Required work >>
Please state the number of lines in the entries below where the word "lists" appears. Include nothing else.

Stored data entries
◇ ◇ ◇ ◇ ◇
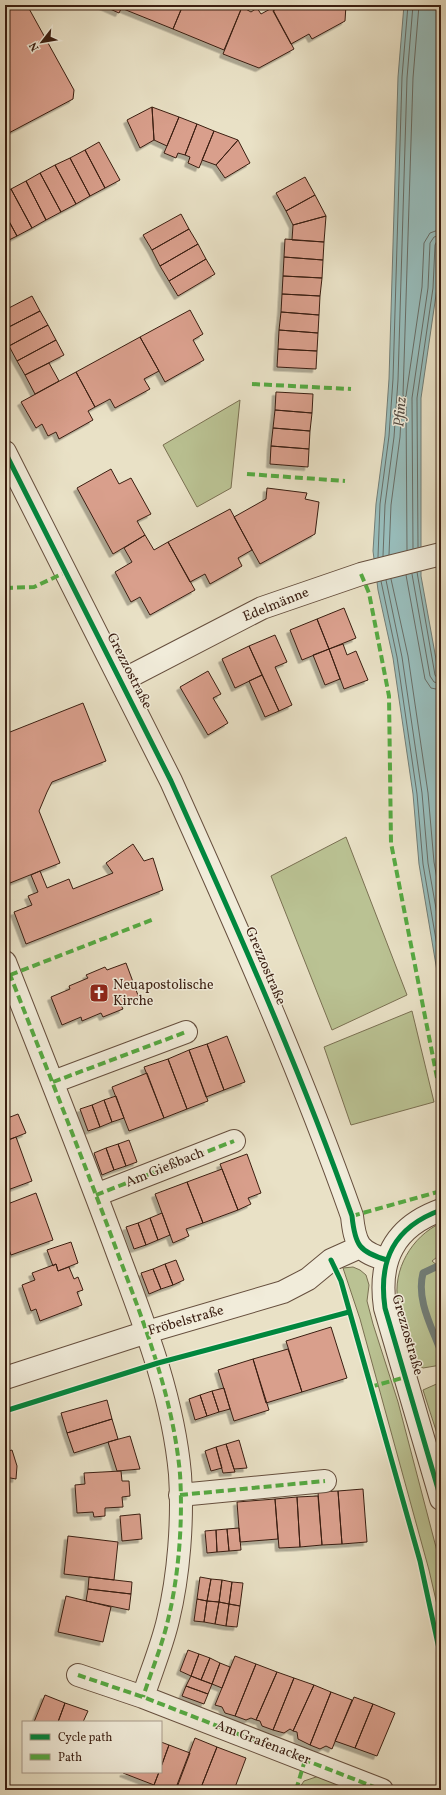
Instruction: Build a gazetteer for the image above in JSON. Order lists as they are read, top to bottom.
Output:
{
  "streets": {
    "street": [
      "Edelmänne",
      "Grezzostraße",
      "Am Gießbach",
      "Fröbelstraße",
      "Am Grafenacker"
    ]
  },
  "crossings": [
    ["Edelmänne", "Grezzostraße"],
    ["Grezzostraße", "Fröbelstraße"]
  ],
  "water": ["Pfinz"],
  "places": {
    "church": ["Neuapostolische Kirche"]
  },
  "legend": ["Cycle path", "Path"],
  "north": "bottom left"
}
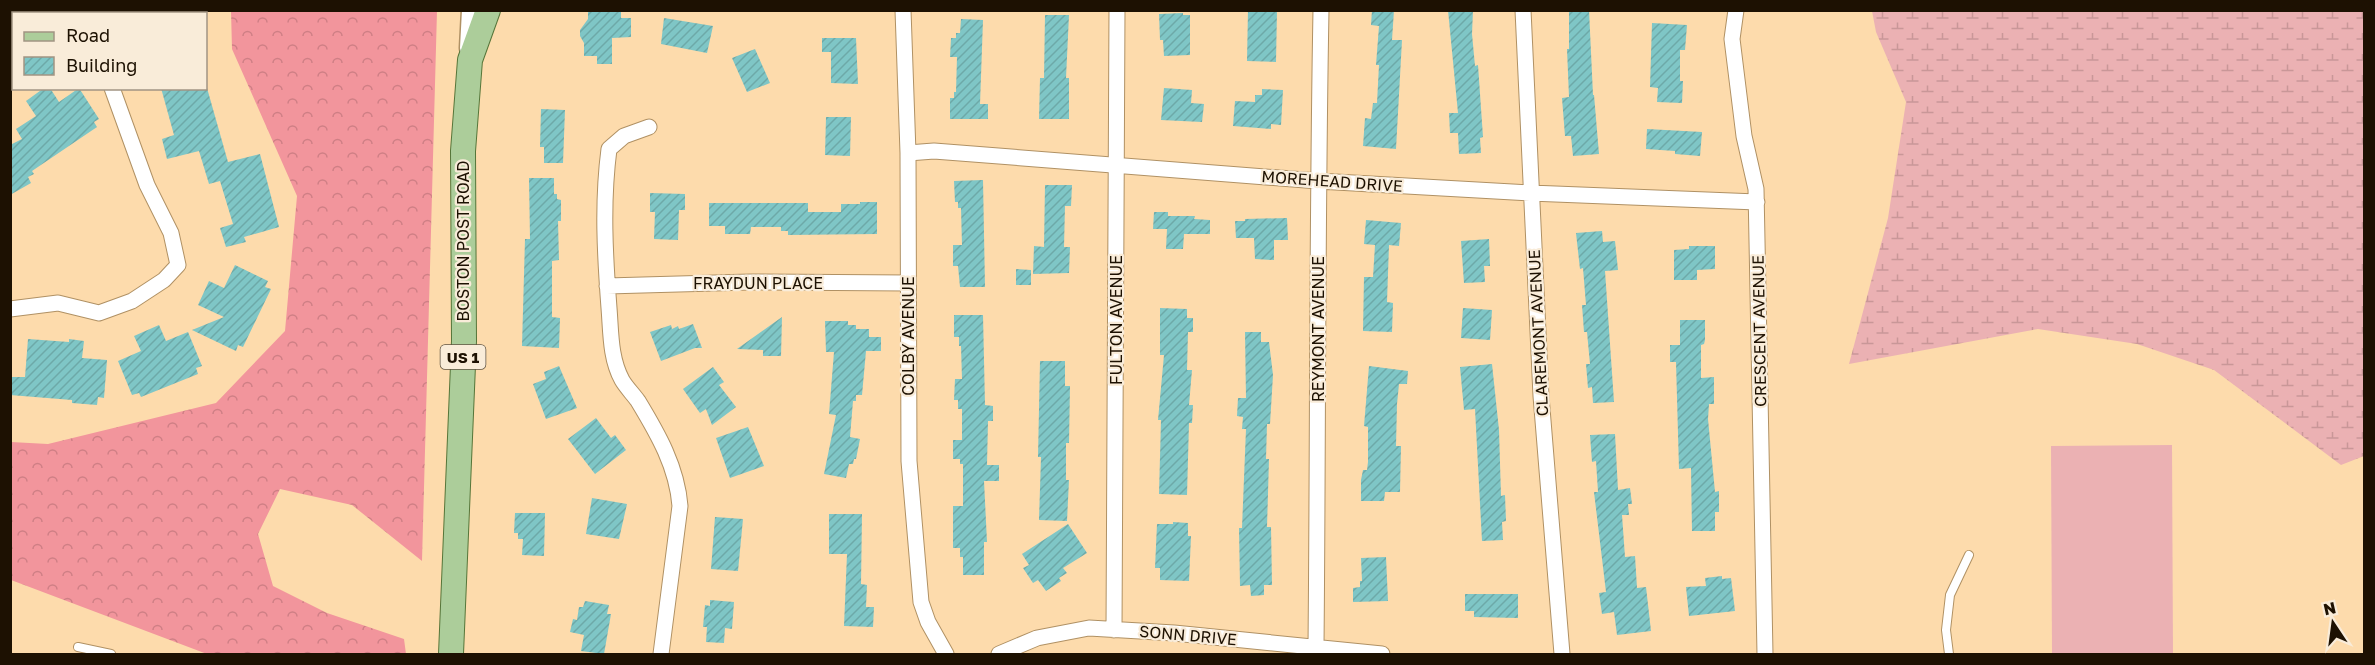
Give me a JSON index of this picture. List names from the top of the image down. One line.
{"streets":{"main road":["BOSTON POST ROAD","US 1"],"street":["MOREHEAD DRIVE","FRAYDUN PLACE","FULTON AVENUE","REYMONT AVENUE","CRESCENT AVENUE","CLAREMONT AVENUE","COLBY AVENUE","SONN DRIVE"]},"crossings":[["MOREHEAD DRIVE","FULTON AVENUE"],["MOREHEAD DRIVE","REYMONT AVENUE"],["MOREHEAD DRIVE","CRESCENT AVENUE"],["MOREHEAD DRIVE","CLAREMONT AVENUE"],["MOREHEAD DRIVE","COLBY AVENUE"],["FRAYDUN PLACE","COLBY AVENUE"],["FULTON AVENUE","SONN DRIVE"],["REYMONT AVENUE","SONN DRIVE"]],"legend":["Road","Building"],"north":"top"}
◇ ◇ ◇ ◇ ◇
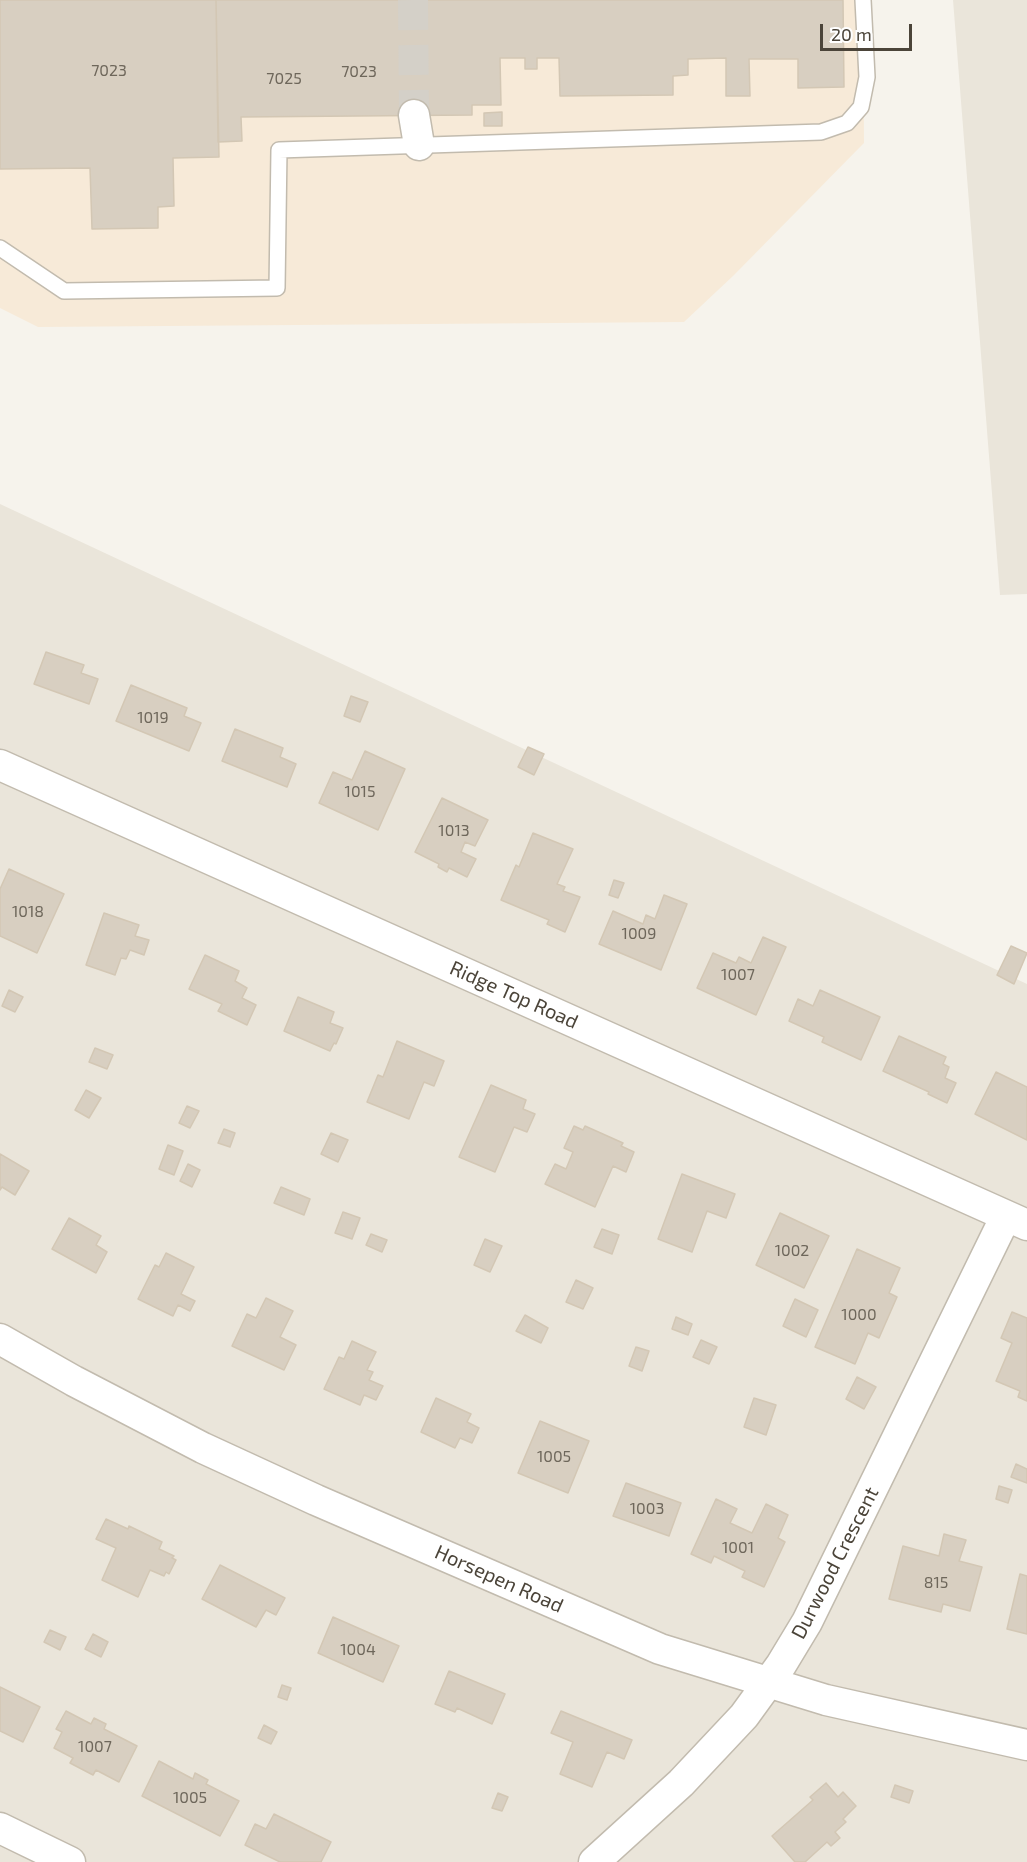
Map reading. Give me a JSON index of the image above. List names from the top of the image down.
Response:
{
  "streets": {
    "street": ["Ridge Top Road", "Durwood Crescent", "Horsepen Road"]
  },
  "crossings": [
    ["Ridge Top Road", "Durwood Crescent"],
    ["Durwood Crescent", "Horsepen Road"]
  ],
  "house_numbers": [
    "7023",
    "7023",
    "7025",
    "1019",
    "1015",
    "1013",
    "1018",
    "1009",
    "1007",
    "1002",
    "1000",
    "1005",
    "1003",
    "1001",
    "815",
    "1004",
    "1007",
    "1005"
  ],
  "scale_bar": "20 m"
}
◇ ◇ ◇ ◇ ◇
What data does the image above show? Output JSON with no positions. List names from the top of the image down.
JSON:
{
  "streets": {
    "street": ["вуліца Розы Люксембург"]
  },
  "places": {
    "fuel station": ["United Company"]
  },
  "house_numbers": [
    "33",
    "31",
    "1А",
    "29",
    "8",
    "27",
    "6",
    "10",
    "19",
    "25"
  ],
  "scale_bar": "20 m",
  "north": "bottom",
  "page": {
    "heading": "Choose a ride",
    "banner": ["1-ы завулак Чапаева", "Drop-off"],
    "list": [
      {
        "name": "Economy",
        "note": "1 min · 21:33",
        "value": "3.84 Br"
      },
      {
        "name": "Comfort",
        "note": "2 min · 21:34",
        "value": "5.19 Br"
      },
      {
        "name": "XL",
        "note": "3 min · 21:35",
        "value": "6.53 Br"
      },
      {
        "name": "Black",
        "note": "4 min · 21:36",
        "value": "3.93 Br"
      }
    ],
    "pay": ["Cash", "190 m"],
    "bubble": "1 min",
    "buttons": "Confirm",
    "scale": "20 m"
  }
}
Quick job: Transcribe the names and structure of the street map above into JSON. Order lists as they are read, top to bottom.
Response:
◇ ◇ ◇ ◇ ◇
Reply to the exercise >>
2